Titanium is a chemical element; it has symbol Ti and atomic number 22. Found in nature only as an oxide, it can be reduced to produce a lustrous transition metal with a silver color, low density, and high strength that is resistant to corrosion in sea water, aqua regia, and chlorine.
Titanium was discovered in Cornwall, Great Britain, by William Gregor in 1791 and was named by Martin Heinrich Klaproth after the Titans of Greek mythology. The element occurs within a number of minerals, principally rutile and ilmenite, which are widely distributed in the Earth's crust and lithosphere; it is found in almost all living things, as well as bodies of water, rocks, and soils. The metal is extracted from its principal mineral ores by the Kroll and Hunter processes. The most common compound, titanium dioxide, is a popular photocatalyst and is used in the manufacture of white pigments. Other compounds include titanium tetrachloride, a component of smoke screens and catalysts; and titanium trichloride, which is used as a catalyst in the production of polypropylene.
Titanium can be alloyed with iron, aluminium, vanadium, and molybdenum, among other elements.

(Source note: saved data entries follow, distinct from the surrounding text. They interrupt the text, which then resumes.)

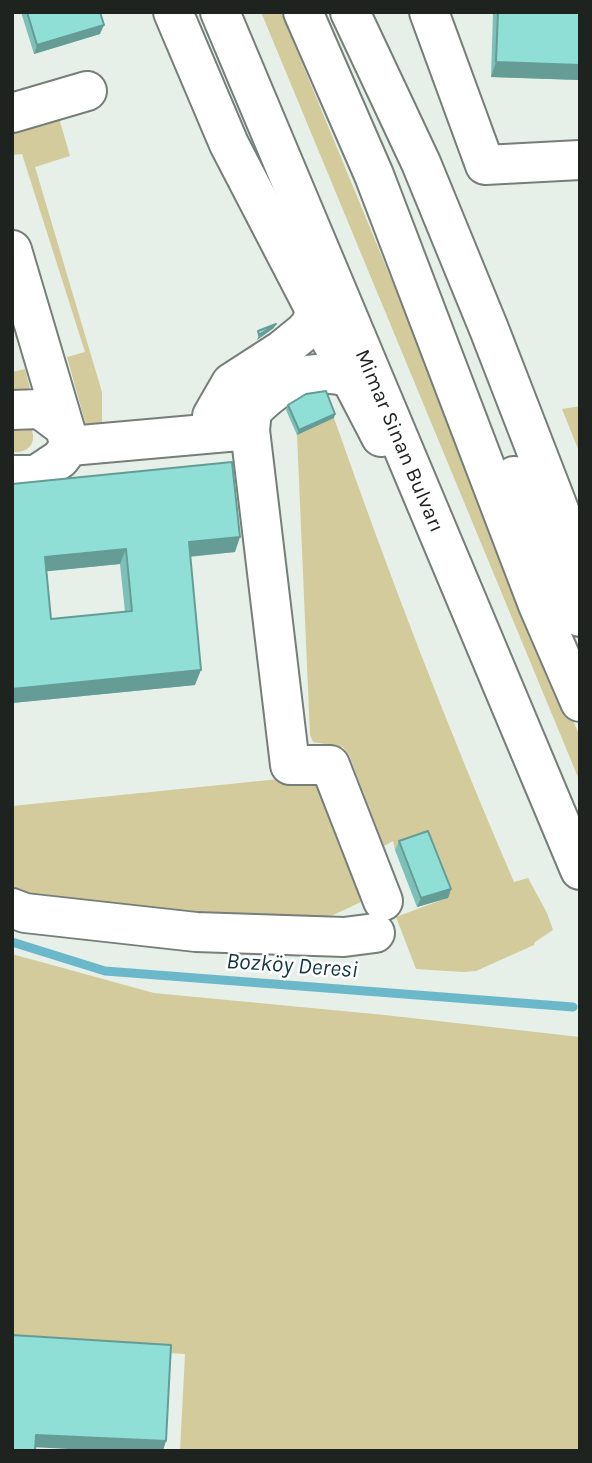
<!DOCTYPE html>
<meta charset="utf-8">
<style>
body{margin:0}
#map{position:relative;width:592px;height:1463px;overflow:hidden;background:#e6f0e9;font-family:Karla,sans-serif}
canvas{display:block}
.frame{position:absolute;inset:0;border:14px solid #1f2320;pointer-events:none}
</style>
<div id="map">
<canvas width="592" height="1463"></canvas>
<div class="frame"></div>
</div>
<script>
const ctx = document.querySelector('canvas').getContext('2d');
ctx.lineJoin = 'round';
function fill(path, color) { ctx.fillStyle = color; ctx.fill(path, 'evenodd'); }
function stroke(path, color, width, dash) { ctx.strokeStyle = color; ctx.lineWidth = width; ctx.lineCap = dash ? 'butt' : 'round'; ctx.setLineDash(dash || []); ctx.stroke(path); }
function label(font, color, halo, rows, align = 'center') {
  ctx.font = font + ' Karla,sans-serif'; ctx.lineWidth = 5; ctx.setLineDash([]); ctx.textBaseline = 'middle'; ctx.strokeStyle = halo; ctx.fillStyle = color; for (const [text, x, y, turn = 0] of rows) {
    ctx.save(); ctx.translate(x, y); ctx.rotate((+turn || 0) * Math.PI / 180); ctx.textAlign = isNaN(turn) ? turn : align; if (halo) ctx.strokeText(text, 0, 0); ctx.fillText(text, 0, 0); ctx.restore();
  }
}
const green = new Path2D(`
 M261,12H281L580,737V782Z
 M59,118L70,156L35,167L102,392V434L89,436L67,357L85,352L22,154L12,155V131Z
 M25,369L32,396L12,390V372Z
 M580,406V454L562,409Z
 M334,418C389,575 448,729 514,882L528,878L547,913L553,930L535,942L534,945L476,971L463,972L416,969L396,917L447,898L425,840L395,850L393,841L384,846L349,755L343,747L313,742L310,735L297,435Z
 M12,421L30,426C38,441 30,454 12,452Z
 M279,779L316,780L365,897L359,903L331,916L263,922L12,896V806Z
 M12,954L154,993L385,1015L580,1037V1451H180L185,1354L12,1344Z`);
const stream = new Path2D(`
 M12,942L105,971L573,1007`);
const minor = new Path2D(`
 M429,12L485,165L580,160
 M12,113L87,91
 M12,250L70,446L250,430L290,765H330L383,901
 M12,410L40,409L64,427
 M250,430L252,411C281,382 309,365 351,378
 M211,433L212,416L231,383L282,350L304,332L311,324L316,308
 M12,475H36L60,459L70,446
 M12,908L25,913L196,932L344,937L375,933`);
const major = new Path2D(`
 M173,12L229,144L381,437
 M350,12L421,163L489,329L580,564`);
const highway = new Path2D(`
 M220,12L580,870
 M303,12L374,175L538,605L580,702
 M514,476L580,617`);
const wall = new Path2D(`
 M21,12H100V34L34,54Z
 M493,12H580V80L491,77Z
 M288,405L334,418L297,435L286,410Z
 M12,484L235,552L190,557L195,685L12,703ZM120,564L125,612L51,619L47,571Z
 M399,841L451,889L448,898L417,907L395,850Z`);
const shadedWall = new Path2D(`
 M104,25L100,34L34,54L37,45Z
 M496,62L580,65V80L491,77Z
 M276,324L274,328L257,340L259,335Z
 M335,414L334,418L297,435L299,430Z
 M240,537L235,552L183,557L189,542Z
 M126,549L120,564L40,572L45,557Z
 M201,670L195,685L12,703V689Z
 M451,889L448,898L417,907L421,898Z
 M36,1435L166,1441L163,1451H105L31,1447Z`);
const building = new Path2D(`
 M27,12H100L104,25L37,45Z
 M498,12H580V65L496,62Z
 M276,324L259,335L258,331Z
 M326,391L335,414L299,430L288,405L306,394Z
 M232,462L240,537L189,542L201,670L12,689V484ZM126,549L132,611L51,619L45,557Z
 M428,831L451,889L421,898L399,841Z
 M12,1335L171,1345L166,1441L36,1435L35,1451H12Z`);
const streetNames = [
 ["Mimar Sinan Bulvarı",399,441,67]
];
const waterNames = [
 ["Bozköy Deresi",292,966,4]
];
fill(green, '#d4cb9c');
stroke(stream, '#6cb8cb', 9);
stroke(minor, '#767e79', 42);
stroke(major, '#767e79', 42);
stroke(highway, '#767e79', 42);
stroke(minor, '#fff', 38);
stroke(major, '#fff', 38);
stroke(highway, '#fff', 38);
fill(wall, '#7cc0b8');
fill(shadedWall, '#659c96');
fill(building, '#90dfd6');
stroke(building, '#659c96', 2);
label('21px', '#1f2320', '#fff', streetNames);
label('italic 23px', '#143841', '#fff', waterNames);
</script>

The resulting titanium alloys are strong, lightweight, and versatile, with applications including aerospace, military, industrial processes, automotive, agriculture, sporting goods, jewelry, and consumer electronics. Titanium is also considered one of the most biocompatible metals, leading to a range of medical applications including prostheses, orthopedic implants, dental implants, and surgical instruments.
The two most useful properties of the metal are its corrosion resistance and tensile-strength-to-density ratio, the highest of any metallic element, although resistance to tensile stress does not mean it has the highest ratio for other stresses: bulk compression, shear, and pressure wave. In its unalloyed condition, titanium is as tensile-strong as some steels, but less dense. There are two allotropic forms and five naturally occurring isotopes of this element, Ti through Ti, with Ti being the most abundant.

Characteristics

Physical properties

As a metal, titanium is recognized for its high strength-to-weight ratio. It is a strong metal with low density that is quite ductile, lustrous, and metallic-white in color. Due to its relatively high melting point it has sometimes been described as a refractory metal, but this is not the case. It is paramagnetic and has fairly low electrical and thermal conductivity compared to other metals. Titanium is superconducting when cooled below its critical temperature of 0.49 K.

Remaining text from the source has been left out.